> _Task statement_
The answer is to be an exact copy of the lines below running from the line with "Localize the street" down to the line with "Find all text", both ends included, and nothing more.

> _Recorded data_
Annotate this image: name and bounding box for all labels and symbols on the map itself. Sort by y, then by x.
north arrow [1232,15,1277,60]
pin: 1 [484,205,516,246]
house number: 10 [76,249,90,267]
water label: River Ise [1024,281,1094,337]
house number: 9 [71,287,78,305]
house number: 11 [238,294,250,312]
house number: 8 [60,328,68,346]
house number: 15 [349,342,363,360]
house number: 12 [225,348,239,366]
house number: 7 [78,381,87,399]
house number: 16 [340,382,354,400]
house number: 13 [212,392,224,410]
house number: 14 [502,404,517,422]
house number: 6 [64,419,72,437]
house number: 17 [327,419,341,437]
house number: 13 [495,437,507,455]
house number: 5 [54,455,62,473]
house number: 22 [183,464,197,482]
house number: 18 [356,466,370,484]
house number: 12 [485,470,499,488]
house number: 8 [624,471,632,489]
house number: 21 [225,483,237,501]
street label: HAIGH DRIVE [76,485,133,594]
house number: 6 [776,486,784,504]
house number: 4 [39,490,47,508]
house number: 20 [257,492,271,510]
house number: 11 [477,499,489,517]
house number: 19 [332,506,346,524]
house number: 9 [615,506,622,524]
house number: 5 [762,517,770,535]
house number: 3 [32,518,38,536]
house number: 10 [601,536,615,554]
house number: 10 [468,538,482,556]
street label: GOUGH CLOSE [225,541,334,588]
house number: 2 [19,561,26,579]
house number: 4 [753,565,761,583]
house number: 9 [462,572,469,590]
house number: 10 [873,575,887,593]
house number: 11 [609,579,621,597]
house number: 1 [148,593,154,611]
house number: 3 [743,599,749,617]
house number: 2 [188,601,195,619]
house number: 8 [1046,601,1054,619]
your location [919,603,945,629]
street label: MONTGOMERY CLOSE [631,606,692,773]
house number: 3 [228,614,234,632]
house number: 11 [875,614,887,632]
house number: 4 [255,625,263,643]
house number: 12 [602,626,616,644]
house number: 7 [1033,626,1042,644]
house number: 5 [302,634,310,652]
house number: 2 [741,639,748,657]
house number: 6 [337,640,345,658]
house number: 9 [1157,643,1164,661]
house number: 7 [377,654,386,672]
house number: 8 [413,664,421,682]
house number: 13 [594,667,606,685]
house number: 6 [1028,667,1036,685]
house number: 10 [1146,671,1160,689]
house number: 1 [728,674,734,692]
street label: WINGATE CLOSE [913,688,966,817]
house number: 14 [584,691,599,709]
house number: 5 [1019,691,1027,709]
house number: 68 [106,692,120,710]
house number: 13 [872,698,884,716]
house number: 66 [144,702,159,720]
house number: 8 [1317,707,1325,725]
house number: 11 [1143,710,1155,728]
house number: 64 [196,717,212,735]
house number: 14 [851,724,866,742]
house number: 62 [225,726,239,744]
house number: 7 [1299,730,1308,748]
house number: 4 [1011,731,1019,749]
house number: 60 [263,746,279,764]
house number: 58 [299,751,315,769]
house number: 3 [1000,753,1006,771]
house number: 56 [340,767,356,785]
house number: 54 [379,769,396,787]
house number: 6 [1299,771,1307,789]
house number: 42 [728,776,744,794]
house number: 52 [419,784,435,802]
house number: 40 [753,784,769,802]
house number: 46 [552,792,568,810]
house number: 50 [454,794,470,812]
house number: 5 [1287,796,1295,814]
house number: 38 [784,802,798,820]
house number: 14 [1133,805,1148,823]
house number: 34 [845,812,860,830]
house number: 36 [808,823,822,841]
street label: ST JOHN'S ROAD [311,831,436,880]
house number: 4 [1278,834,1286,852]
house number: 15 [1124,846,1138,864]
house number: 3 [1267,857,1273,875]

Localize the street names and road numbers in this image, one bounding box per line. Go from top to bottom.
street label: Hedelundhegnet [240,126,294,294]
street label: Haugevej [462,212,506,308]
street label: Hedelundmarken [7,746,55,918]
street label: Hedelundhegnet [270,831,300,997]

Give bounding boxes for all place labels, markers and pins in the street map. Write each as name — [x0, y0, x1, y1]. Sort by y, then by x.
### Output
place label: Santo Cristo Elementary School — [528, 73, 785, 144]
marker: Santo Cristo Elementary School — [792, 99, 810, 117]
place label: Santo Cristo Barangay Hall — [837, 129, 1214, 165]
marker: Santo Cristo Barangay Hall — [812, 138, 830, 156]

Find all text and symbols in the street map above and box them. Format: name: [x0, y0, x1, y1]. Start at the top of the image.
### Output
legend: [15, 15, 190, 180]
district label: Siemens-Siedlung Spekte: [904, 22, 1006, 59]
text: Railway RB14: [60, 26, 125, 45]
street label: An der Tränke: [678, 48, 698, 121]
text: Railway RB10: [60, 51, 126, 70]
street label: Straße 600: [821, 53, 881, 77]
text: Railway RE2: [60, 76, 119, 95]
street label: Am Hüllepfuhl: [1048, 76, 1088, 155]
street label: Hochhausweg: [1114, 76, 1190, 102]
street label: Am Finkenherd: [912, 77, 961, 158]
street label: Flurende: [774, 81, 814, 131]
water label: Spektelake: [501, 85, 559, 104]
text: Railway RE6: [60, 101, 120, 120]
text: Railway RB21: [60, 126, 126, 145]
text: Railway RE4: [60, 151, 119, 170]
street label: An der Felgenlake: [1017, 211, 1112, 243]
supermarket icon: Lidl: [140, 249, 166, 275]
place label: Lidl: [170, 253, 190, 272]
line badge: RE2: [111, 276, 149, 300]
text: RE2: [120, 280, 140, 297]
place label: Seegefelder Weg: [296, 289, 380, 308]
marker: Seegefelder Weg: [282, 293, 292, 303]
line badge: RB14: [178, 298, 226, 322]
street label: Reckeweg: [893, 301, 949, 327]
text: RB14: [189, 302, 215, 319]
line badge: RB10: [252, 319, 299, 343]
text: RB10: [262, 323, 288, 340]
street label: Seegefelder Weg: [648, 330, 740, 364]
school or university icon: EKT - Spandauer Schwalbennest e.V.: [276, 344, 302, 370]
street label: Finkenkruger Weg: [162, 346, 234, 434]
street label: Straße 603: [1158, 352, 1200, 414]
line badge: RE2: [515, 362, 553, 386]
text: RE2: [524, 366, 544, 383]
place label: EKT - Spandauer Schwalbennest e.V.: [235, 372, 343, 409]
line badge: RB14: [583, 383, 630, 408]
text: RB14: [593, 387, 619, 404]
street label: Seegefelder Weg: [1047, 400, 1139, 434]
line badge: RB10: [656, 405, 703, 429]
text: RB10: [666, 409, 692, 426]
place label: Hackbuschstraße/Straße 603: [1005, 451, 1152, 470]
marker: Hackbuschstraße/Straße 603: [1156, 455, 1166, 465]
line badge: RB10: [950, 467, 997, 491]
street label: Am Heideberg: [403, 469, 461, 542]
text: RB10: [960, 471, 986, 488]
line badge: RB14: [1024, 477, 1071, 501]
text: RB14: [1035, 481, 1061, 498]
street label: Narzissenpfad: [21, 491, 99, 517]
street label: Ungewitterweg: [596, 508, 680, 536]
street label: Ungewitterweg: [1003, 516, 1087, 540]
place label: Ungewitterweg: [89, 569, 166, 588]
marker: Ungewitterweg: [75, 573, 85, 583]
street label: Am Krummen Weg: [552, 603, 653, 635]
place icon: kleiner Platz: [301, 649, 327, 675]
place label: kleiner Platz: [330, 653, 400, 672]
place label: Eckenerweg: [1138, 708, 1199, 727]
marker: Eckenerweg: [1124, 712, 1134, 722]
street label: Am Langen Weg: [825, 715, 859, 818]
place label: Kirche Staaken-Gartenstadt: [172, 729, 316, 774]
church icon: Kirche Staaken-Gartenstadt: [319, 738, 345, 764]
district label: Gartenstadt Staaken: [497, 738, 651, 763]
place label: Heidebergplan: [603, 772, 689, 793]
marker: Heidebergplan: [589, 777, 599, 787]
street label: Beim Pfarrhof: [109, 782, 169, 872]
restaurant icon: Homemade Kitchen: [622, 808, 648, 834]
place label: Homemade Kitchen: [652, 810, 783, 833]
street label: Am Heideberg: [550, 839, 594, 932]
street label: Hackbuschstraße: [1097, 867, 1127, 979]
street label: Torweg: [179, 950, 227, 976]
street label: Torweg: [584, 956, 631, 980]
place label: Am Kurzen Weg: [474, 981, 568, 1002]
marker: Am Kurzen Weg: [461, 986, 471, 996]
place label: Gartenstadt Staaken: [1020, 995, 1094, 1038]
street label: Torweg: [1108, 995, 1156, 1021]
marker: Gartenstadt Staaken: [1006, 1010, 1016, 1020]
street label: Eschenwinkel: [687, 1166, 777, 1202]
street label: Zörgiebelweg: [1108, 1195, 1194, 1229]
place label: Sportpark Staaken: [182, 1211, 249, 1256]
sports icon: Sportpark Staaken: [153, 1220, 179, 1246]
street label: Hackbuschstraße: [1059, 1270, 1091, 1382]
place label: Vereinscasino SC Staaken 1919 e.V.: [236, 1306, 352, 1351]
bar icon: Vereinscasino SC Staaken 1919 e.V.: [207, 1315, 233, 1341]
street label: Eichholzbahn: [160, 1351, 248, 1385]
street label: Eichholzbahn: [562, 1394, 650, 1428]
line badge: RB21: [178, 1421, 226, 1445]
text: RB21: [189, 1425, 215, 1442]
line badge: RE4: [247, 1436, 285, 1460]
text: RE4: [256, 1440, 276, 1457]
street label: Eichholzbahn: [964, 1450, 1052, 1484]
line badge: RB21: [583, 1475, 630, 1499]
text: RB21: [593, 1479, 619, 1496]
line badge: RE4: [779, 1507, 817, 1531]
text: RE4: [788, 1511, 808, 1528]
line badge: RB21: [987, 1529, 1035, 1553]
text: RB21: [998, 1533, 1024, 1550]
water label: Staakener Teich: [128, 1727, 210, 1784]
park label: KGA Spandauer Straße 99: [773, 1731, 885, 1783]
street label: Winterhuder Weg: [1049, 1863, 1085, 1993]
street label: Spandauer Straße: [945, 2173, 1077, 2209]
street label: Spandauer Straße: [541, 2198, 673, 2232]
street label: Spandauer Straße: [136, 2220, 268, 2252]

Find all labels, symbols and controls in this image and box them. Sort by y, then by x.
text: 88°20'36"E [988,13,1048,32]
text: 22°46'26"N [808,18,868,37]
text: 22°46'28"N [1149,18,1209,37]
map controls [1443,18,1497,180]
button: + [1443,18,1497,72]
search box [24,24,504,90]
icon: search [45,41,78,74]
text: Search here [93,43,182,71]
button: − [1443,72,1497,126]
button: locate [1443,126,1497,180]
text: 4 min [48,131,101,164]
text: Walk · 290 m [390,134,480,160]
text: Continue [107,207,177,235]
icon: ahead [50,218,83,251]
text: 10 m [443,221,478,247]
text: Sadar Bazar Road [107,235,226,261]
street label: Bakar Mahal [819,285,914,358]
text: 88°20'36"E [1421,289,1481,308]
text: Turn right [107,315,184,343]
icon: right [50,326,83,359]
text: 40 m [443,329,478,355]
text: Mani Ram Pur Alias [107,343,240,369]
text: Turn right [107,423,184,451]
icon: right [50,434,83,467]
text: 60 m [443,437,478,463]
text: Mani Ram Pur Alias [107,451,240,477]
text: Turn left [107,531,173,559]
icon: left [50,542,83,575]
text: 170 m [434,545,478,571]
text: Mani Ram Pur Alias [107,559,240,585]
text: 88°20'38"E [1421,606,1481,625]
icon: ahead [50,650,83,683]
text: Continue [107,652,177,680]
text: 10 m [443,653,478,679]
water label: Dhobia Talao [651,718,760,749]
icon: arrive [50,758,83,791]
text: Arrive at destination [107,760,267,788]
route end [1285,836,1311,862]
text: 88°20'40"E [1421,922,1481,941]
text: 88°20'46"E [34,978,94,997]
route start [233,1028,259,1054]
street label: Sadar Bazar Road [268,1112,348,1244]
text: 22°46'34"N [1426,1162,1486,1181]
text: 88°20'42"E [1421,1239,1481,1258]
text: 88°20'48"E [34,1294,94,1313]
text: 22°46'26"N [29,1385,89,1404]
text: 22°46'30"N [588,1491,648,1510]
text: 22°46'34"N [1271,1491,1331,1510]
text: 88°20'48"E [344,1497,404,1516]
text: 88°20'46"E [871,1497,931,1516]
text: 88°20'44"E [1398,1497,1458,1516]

> _Your solution_
Localize the street names and road numbers in this image, one bounding box per line. Go from top to bottom.
street label: Hedelundhegnet [240,126,294,294]
street label: Haugevej [462,212,506,308]
street label: Hedelundmarken [7,746,55,918]
street label: Hedelundhegnet [270,831,300,997]

Give bounding boxes for all place labels, markers and pins in the street map. Write each as name — [x0, y0, x1, y1]. Sort by y, then by x.
### Output
place label: Santo Cristo Elementary School — [528, 73, 785, 144]
marker: Santo Cristo Elementary School — [792, 99, 810, 117]
place label: Santo Cristo Barangay Hall — [837, 129, 1214, 165]
marker: Santo Cristo Barangay Hall — [812, 138, 830, 156]

Find all text and symbols in the street map above and box them. Format: name: [x0, y0, x1, y1]. Start at the top of the image.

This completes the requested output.